Data below:
+--
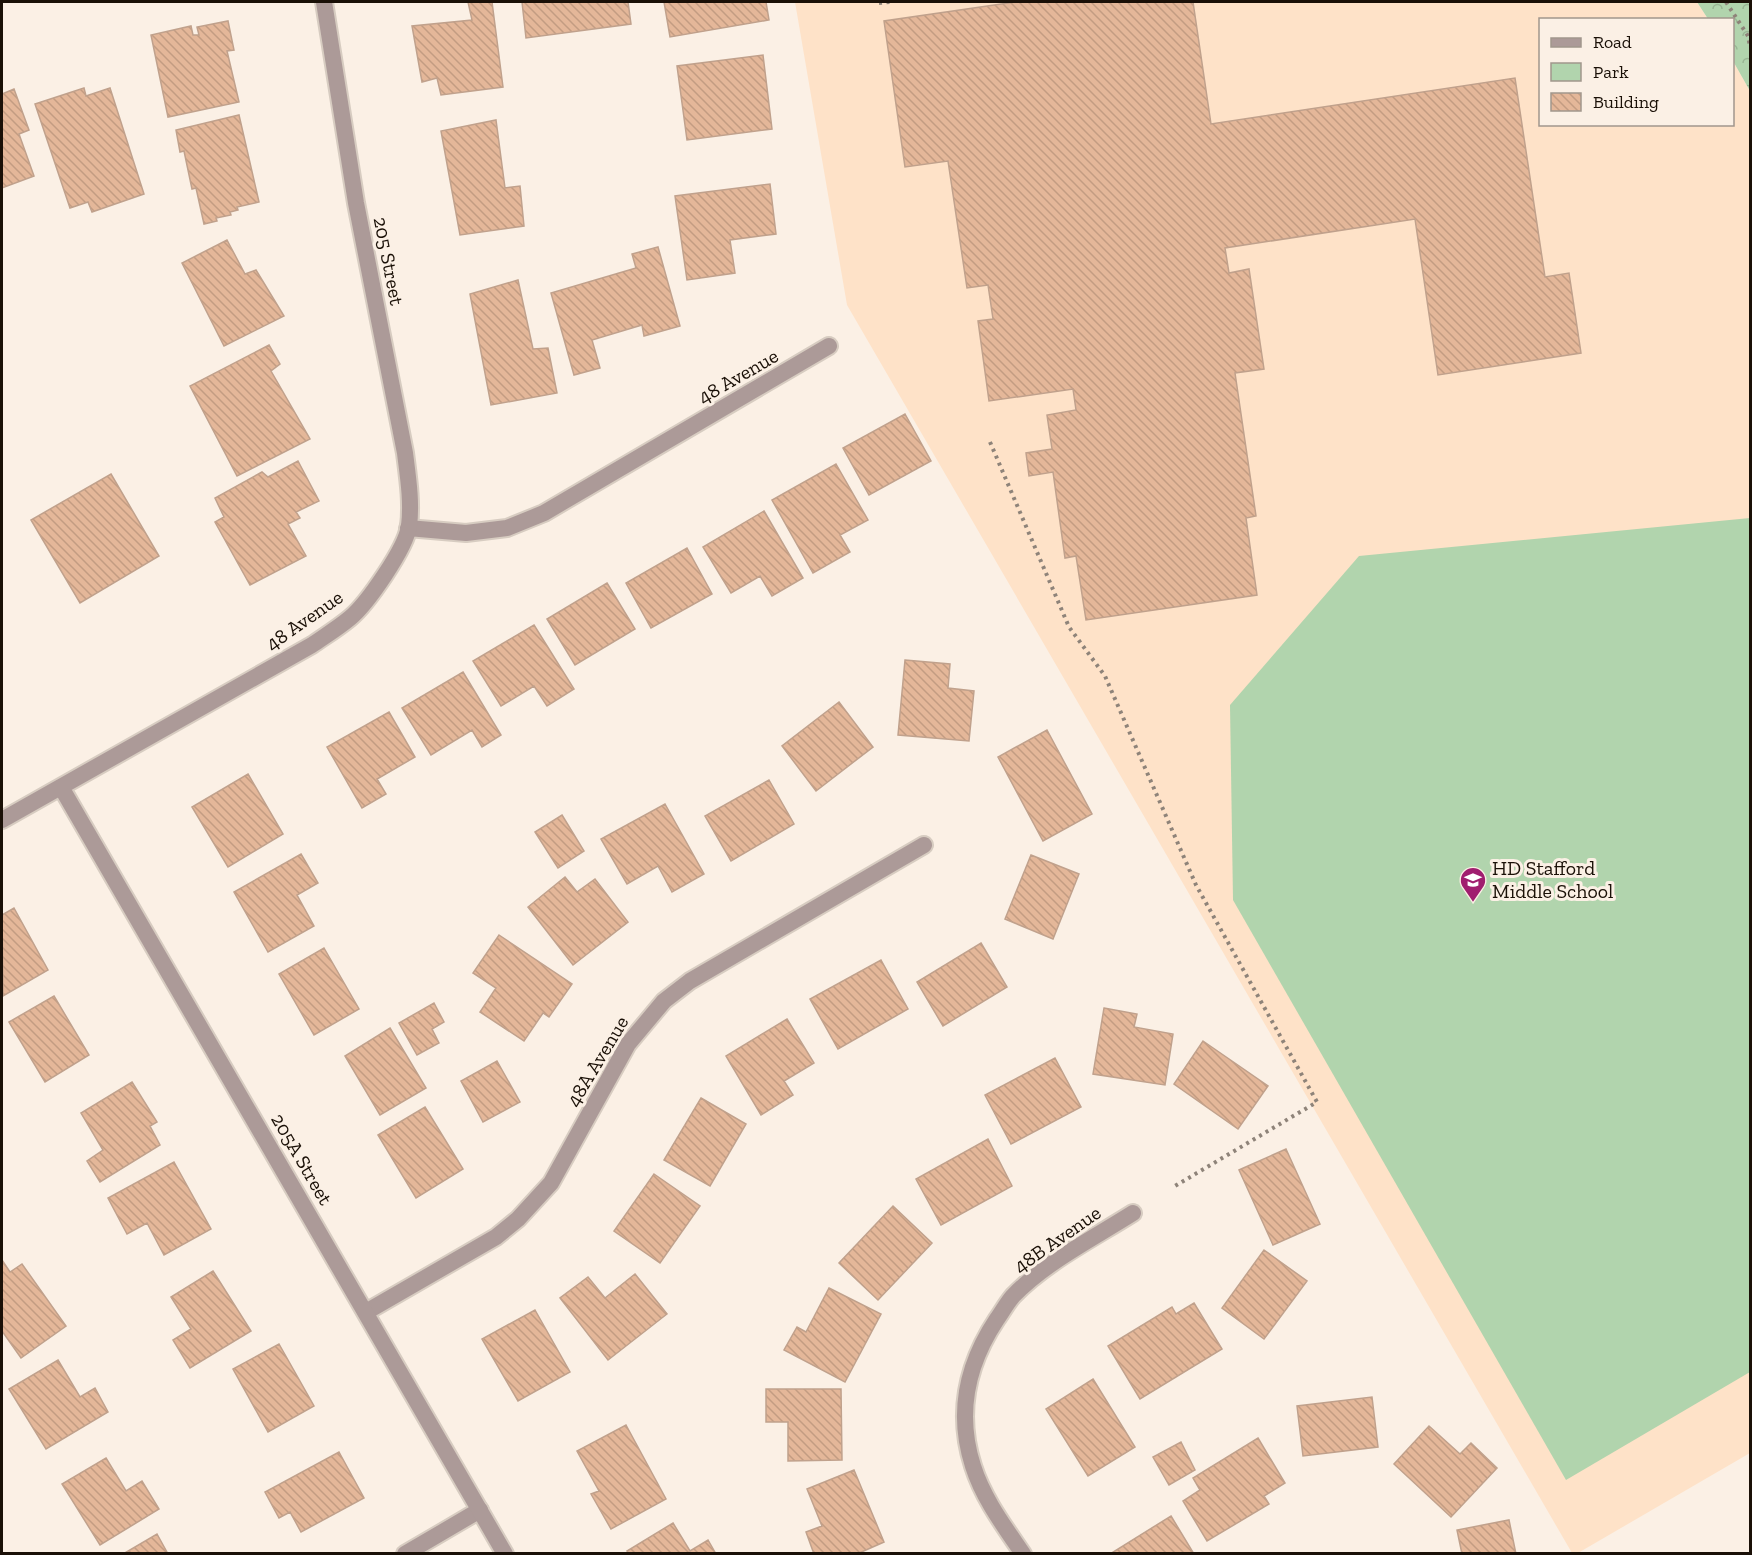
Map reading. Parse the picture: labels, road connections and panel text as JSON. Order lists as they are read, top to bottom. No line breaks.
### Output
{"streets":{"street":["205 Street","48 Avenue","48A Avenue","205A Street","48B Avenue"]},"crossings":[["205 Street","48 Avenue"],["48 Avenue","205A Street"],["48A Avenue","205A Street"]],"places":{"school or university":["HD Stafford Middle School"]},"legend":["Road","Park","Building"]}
+--
Task item: Could you write out the whole listing exactly, skipping every picture?

Response to this exercise:
Map reading. Parse the picture: labels, road connections and panel text as JSON. Order lists as they are read, top to bottom. No line breaks.
### Output
{"streets":{"street":["205 Street","48 Avenue","48A Avenue","205A Street","48B Avenue"]},"crossings":[["205 Street","48 Avenue"],["48 Avenue","205A Street"],["48A Avenue","205A Street"]],"places":{"school or university":["HD Stafford Middle School"]},"legend":["Road","Park","Building"]}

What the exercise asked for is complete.